Problem to work on
Where does the string "grid" appear in the records? Copy every line that contains it.

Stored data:
§

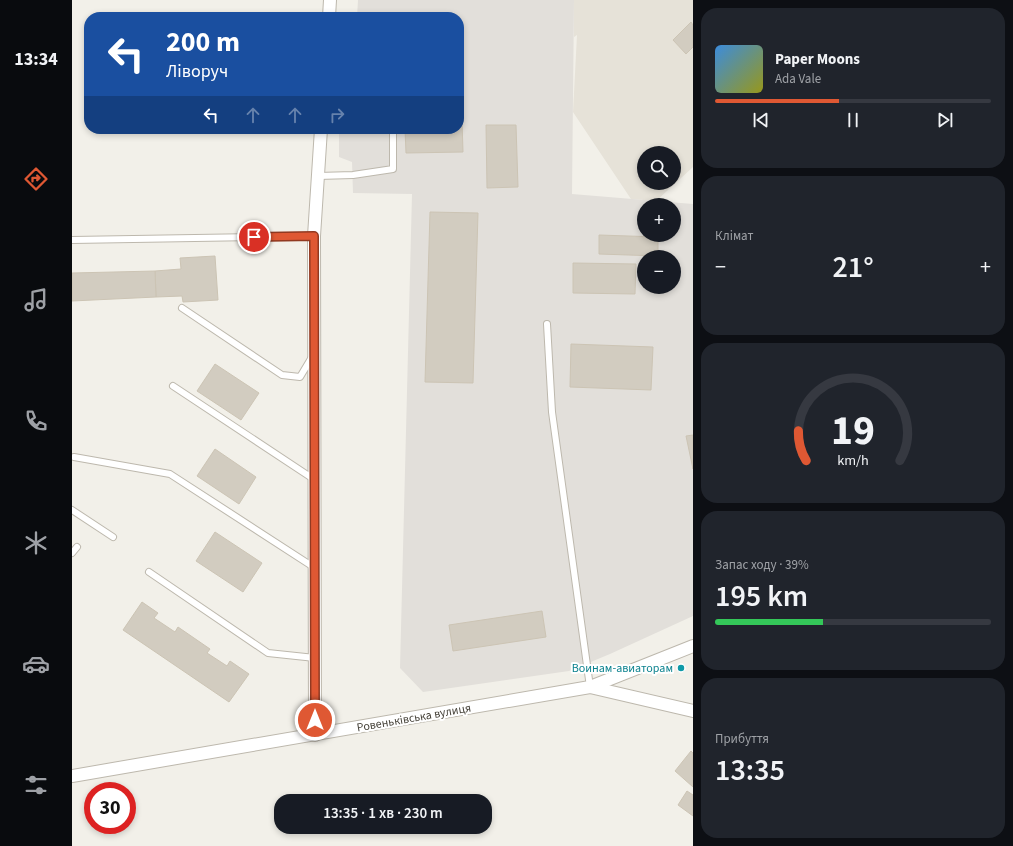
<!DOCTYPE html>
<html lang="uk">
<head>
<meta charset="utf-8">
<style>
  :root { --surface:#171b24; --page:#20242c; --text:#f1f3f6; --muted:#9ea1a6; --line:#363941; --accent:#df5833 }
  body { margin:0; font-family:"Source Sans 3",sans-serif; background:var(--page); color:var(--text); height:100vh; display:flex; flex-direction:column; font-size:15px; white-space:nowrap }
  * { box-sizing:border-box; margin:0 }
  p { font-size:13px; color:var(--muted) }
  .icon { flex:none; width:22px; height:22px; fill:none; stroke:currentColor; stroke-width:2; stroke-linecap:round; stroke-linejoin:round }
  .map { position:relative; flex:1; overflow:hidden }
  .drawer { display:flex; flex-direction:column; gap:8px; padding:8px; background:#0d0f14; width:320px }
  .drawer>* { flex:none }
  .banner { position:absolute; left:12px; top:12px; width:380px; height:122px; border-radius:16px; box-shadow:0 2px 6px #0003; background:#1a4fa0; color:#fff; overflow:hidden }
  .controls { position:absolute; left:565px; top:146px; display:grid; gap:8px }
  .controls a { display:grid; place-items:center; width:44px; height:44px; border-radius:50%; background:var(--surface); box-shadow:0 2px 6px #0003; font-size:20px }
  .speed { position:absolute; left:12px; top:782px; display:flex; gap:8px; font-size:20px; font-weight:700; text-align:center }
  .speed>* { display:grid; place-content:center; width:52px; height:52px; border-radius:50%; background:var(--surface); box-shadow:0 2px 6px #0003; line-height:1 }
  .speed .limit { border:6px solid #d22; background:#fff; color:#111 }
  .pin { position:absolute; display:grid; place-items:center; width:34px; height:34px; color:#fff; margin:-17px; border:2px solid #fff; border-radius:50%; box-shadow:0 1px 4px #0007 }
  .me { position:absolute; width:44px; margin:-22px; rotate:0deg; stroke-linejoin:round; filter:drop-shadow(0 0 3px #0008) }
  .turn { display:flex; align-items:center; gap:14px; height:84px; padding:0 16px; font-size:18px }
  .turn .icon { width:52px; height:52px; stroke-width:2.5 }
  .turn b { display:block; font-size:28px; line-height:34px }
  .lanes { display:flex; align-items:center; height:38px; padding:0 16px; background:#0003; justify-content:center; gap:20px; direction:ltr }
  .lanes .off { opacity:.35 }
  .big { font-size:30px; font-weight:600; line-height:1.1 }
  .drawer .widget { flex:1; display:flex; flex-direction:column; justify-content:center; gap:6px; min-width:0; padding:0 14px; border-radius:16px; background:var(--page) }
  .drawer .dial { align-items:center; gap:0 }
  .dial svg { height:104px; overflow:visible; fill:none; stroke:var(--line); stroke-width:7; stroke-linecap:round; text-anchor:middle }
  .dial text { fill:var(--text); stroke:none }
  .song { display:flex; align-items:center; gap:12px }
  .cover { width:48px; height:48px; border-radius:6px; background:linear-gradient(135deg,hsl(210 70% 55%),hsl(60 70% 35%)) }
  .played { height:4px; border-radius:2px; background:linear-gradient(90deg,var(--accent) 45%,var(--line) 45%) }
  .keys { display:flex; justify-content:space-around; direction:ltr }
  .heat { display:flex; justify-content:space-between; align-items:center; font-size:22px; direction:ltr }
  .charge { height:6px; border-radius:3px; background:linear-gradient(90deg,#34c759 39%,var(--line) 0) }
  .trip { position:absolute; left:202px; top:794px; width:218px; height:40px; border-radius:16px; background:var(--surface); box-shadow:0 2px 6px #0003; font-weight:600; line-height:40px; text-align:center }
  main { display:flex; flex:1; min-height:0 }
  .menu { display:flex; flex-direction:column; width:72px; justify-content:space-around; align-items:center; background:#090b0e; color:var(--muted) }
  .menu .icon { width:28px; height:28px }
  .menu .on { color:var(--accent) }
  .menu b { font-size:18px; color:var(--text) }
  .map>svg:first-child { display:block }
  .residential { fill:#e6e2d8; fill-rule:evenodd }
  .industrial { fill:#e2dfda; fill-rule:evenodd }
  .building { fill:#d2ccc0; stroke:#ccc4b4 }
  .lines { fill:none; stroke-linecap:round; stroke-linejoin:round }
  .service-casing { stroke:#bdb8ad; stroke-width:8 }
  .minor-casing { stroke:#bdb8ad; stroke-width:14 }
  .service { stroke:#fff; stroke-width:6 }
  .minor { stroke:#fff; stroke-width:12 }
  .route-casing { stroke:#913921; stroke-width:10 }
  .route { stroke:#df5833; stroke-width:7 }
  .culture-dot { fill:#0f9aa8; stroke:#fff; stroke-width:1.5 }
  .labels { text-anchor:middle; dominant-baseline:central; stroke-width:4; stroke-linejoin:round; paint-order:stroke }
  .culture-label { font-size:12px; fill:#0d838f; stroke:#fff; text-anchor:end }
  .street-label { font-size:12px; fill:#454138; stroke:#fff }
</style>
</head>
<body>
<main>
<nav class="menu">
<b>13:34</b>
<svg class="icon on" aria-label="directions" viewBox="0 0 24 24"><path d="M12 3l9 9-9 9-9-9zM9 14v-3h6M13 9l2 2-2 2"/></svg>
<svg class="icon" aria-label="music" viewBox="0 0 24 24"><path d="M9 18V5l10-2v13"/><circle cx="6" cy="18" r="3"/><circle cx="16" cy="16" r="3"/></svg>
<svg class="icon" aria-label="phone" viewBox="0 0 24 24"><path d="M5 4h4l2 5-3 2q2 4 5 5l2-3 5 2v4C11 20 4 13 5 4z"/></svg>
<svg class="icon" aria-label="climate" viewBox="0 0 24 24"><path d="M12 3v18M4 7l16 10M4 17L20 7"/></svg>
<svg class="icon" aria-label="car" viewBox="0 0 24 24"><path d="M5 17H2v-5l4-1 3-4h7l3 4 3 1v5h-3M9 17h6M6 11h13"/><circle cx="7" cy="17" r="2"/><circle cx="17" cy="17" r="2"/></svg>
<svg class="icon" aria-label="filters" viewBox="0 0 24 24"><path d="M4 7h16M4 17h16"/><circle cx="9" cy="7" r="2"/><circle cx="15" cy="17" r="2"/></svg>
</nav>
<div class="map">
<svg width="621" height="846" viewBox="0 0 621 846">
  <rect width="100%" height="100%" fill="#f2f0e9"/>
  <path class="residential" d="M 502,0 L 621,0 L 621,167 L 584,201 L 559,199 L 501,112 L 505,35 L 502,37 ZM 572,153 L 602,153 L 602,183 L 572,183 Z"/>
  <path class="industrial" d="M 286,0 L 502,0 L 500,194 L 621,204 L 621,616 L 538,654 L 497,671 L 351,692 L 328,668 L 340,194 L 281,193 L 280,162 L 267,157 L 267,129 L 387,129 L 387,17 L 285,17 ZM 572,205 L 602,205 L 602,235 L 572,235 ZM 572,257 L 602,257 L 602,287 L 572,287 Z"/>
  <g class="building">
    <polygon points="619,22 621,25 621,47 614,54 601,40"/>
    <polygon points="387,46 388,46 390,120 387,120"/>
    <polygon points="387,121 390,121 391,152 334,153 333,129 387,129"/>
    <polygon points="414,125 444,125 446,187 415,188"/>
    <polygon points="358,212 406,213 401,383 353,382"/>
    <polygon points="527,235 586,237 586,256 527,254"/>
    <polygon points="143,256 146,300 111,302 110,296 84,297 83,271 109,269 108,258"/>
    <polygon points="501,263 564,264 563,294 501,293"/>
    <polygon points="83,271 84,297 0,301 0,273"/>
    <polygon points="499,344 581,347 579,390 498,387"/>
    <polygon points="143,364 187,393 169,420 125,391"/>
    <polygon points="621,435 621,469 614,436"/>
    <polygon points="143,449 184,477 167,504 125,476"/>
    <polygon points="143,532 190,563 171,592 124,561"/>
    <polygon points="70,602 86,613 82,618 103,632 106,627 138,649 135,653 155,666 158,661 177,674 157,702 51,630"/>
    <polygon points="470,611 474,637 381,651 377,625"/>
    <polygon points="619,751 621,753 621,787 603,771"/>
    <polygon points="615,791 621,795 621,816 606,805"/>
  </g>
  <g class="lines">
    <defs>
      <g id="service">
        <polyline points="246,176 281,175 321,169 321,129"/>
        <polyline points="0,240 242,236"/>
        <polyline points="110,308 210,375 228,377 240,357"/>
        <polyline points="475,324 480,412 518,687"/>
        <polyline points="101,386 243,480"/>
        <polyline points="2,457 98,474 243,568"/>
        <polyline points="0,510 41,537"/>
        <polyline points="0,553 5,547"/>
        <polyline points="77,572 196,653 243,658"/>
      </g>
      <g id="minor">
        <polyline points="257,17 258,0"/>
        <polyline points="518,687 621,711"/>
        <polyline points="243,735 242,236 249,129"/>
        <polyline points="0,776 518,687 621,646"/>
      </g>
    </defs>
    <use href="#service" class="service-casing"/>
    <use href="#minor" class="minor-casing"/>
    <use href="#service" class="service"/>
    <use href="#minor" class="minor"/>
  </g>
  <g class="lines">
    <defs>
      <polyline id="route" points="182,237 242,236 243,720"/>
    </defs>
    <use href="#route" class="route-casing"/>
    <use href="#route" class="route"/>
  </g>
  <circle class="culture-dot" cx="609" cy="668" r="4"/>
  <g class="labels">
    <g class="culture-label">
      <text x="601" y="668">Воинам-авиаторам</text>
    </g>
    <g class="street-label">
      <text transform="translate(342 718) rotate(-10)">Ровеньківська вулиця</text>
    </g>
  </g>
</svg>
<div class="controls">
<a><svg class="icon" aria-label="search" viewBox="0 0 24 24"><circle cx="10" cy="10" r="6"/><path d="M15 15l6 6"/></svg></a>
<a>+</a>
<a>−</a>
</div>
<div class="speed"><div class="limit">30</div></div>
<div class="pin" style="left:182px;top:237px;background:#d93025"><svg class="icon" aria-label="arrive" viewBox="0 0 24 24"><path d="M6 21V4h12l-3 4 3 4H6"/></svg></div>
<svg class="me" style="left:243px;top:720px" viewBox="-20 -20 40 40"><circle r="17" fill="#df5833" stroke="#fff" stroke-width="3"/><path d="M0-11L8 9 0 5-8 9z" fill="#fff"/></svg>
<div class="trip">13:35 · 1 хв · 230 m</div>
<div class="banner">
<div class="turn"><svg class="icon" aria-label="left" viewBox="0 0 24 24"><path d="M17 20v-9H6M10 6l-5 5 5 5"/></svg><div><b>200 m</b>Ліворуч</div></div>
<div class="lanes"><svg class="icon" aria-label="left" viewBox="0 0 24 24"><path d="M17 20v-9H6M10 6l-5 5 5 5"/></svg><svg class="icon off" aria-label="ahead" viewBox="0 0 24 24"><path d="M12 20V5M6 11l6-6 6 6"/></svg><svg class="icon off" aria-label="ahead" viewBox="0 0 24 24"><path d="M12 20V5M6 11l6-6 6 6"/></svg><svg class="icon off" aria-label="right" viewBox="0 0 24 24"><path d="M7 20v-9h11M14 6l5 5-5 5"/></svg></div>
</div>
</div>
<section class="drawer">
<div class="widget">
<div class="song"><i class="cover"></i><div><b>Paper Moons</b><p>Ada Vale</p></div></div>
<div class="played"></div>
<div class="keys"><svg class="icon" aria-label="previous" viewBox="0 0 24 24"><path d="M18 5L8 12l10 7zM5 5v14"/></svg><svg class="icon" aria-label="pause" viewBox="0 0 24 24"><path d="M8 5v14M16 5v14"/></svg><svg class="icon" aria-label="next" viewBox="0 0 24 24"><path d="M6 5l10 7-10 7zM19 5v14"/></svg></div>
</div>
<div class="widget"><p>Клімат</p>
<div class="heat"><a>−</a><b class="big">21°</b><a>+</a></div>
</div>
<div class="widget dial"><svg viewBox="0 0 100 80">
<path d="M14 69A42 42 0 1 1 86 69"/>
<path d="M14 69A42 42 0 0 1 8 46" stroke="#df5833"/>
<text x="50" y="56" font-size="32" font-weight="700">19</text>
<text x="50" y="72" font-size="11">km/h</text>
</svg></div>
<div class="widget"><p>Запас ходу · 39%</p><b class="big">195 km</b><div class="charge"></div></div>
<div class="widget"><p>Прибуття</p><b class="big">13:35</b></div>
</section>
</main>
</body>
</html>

§

Exercise response
  .controls { position:absolute; left:565px; top:146px; display:grid; gap:8px }
  .controls a { display:grid; place-items:center; width:44px; height:44px; border-radius:50%; background:var(--surface); box-shadow:0 2px 6px #0003; font-size:20px }
  .speed>* { display:grid; place-content:center; width:52px; height:52px; border-radius:50%; background:var(--surface); box-shadow:0 2px 6px #0003; line-height:1 }
  .pin { position:absolute; display:grid; place-items:center; width:34px; height:34px; color:#fff; margin:-17px; border:2px solid #fff; border-radius:50%; box-shadow:0 1px 4px #0007 }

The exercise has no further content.